▶ DATA RECORDS
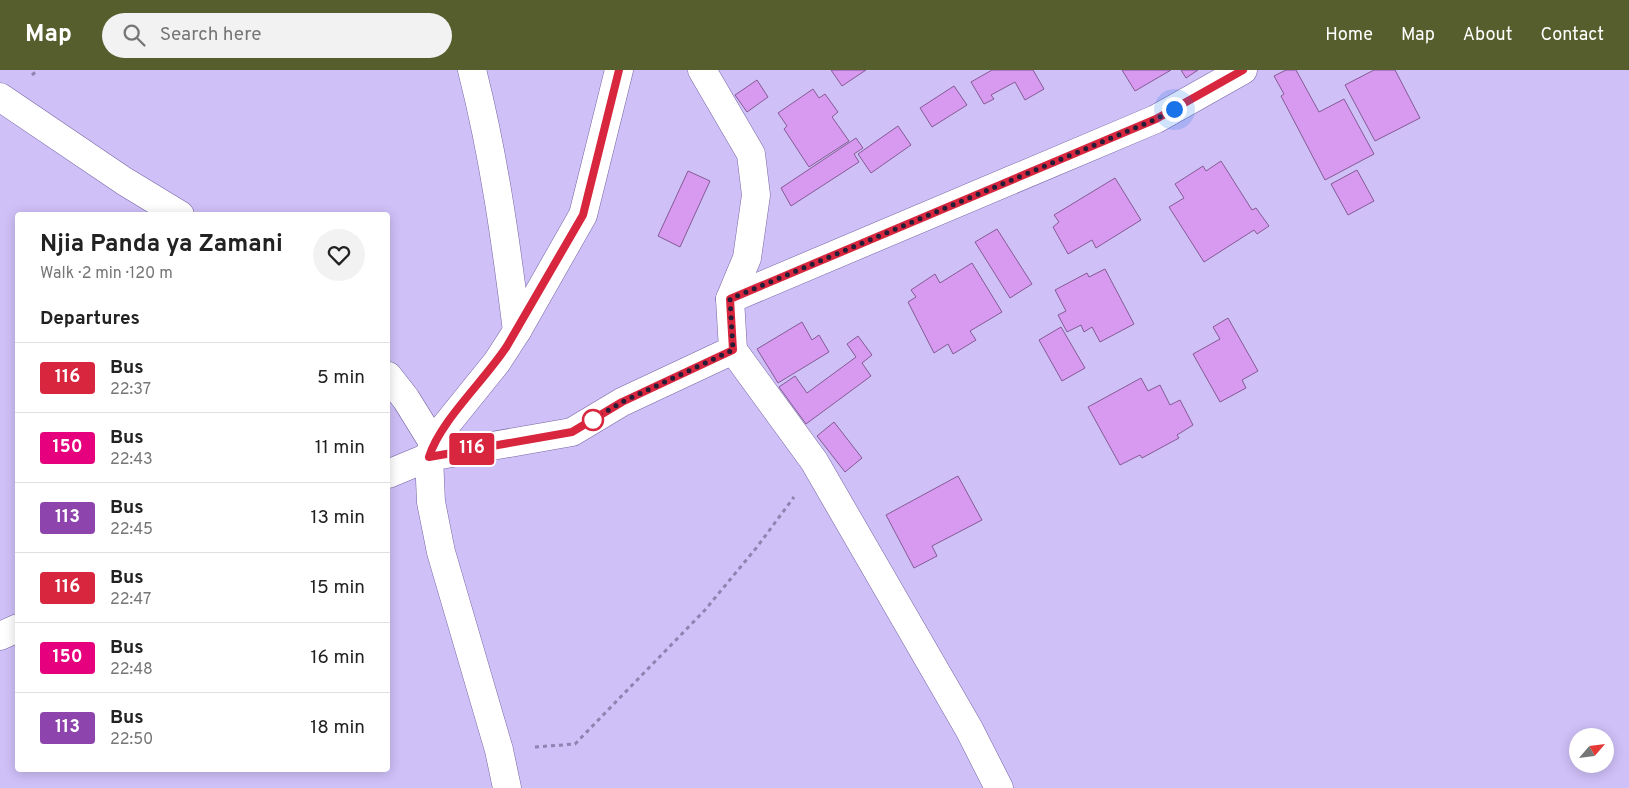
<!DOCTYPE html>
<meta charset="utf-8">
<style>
body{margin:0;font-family:Overpass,sans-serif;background:#f2f2f2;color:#222;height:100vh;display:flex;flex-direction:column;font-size:19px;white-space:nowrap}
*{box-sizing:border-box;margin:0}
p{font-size:16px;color:#767676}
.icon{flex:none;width:28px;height:28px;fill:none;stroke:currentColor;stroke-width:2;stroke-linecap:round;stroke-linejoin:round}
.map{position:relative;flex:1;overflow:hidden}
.panel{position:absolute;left:15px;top:142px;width:375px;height:560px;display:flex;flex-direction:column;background:#fff;border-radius:5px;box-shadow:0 2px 12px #0003}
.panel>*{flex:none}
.badge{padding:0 10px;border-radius:4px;font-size:18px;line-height:32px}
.needle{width:32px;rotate:62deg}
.buttons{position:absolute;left:1569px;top:658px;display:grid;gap:10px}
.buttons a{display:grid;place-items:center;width:45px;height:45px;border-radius:50%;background:#fff;box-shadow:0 2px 12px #0003;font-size:25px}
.you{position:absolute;width:25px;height:25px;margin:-12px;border:4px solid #fff;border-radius:50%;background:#1a73e8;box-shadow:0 0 0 8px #1a73e833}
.map>.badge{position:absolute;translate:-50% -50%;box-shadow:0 0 0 2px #fff}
h2{padding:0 25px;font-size:19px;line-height:45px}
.round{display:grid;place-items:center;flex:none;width:52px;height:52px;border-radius:26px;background:#f2f2f2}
.overview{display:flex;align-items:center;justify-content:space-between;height:85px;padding:0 25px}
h1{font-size:24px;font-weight:700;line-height:38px}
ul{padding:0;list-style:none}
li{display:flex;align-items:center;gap:15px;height:70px;padding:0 25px;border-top:1px solid #e0e0e0}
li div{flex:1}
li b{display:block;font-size:19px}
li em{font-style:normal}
li .badge{min-width:55px;font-weight:700;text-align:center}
header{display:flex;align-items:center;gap:30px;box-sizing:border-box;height:70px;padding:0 25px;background:#575e2d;color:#fff}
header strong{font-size:24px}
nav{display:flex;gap:28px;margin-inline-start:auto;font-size:18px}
.search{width:350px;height:45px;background:#f2f2f2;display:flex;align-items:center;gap:12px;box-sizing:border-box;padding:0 18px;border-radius:28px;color:#767676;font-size:19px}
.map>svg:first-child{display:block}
.building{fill:#d899f0;stroke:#845b94}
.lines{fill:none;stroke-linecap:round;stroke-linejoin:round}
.minor-casing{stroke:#7764a3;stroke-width:29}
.path{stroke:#8f83af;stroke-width:3;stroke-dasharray:4 4;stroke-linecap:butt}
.minor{stroke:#fff;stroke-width:28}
.line-casing{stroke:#fff;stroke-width:11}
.line{stroke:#d7263d;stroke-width:8}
.walk{stroke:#261e38;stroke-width:5;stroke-dasharray:0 9}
.stop-dot{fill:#fff;stroke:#d7263d;stroke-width:2.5}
</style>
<header>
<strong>Map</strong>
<div class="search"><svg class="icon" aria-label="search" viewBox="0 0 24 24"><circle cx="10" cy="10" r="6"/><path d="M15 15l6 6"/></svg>Search here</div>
<nav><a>Home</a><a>Map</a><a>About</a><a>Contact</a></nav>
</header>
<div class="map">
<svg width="1629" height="718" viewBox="0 0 1629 718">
<rect width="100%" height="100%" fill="#cfc0f8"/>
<g class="building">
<polygon points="831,0 866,0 842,16"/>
<polygon points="992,0 1033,0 1044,19 1025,30 1015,12 991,25 994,29 984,34 971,12"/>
<polygon points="1122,0 1171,0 1135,21"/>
<polygon points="1181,0 1198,0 1186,8"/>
<polygon points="1286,0 1296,0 1319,42 1344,29 1374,84 1325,110 1281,26 1284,24 1274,6"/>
<polygon points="1374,0 1395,0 1420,48 1375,71 1345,15"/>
<polygon points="757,10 768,27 747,42 735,25"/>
<polygon points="954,16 967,35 932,57 920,38"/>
<polygon points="813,19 819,28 825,24 838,42 832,47 849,71 809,97 784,59 787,56 778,43"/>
<polygon points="898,56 911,75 871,103 858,84"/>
<polygon points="856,68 863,78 854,84 859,92 791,136 781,118"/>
<polygon points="1221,91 1252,140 1256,138 1269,156 1257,164 1254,160 1204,192 1169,137 1184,128 1175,114 1203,96 1206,101"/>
<polygon points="1357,100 1374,131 1348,145 1331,114"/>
<polygon points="688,101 710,111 680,177 658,166"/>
<polygon points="1115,108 1141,150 1096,178 1092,170 1068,184 1053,157 1059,152 1054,145"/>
<polygon points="997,159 1032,214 1010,228 975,172"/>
<polygon points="972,193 1002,242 970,261 976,270 953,284 948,274 934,283 908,232 916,227 911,220 935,204 940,213"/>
<polygon points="1105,199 1134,254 1100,272 1092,257 1084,262 1081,255 1067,262 1058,245 1066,241 1055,220 1087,203 1089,207"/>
<polygon points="1228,248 1258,301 1242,310 1246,318 1220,332 1193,284 1220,269 1213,257"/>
<polygon points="802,252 812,270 819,265 829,282 778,313 757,279"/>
<polygon points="1061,257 1085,298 1062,311 1039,270"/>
<polygon points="858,266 872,285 862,293 871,306 806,354 779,317 795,306 807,323 856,287 847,274"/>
<polygon points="1141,308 1148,321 1160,315 1170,335 1180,330 1193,355 1177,365 1179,368 1142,388 1140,385 1120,395 1088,337"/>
<polygon points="834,352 862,388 845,402 817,366"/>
<polygon points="958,406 982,450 932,476 937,486 914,498 886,445"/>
</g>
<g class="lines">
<g class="minor-casing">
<g id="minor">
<path d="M 472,0 C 494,86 506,173 517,261"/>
<polyline points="702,0 751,84 756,125 747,188 730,229"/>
<polyline points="0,27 124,111 180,145"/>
<polyline points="733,280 814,391 969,659 999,718"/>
<polyline points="388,306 406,329 432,371 434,370"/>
<polyline points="388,404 429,387 572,362 622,332 733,280 730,229 1156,49 1243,0"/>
<polyline points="0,566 18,558"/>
<polyline points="507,718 499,680 441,482 431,432 429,387 434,370 497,292 517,261 583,145 619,0"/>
</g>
</g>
<g class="path">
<polyline points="32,5 38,0"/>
<polyline points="535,677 575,674 705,540 757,477 794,427"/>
</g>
<use href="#minor" class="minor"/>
</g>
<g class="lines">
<g class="line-casing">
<path id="line" d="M 619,0 L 583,145 L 507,276 C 485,310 440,351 429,387 L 572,362 L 622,332 L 733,280 L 730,229 L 1156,49 L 1243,0"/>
</g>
<use href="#line" class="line"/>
<polyline class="walk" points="593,350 589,352 622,332 733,280 730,229 1156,49 1174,39"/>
</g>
<circle class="stop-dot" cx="593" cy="350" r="10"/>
</svg>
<div class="buttons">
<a><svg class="needle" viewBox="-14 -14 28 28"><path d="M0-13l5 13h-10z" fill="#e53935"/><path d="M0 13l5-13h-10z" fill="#767676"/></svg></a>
</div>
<div class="you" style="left:1174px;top:39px"></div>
<b class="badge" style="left:472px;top:379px;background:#d7263d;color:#fff">116</b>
<section class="panel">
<div class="overview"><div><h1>Njia Panda ya Zamani</h1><p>Walk · 2 min · 120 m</p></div><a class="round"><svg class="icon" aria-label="heart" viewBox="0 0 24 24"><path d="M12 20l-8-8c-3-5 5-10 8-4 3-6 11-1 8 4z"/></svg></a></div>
<h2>Departures</h2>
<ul>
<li><span class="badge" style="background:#d7263d;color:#fff">116</span><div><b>Bus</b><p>22:37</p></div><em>5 min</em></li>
<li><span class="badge" style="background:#e6007e;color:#fff">150</span><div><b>Bus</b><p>22:43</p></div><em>11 min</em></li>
<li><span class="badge" style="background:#8e44ad;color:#fff">113</span><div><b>Bus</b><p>22:45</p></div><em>13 min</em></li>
<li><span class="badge" style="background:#d7263d;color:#fff">116</span><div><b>Bus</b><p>22:47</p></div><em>15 min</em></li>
<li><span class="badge" style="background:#e6007e;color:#fff">150</span><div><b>Bus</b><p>22:48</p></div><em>16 min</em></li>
<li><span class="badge" style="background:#8e44ad;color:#fff">113</span><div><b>Bus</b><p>22:50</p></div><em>18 min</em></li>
</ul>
</section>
</div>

▶ WORK INSTRUCTIONS
Whenever the word "solid" shows up in a line of the entries above, copy that line.

▶ RESULT OF THIS TASK
.you{position:absolute;width:25px;height:25px;margin:-12px;border:4px solid #fff;border-radius:50%;background:#1a73e8;box-shadow:0 0 0 8px #1a73e833}
li{display:flex;align-items:center;gap:15px;height:70px;padding:0 25px;border-top:1px solid #e0e0e0}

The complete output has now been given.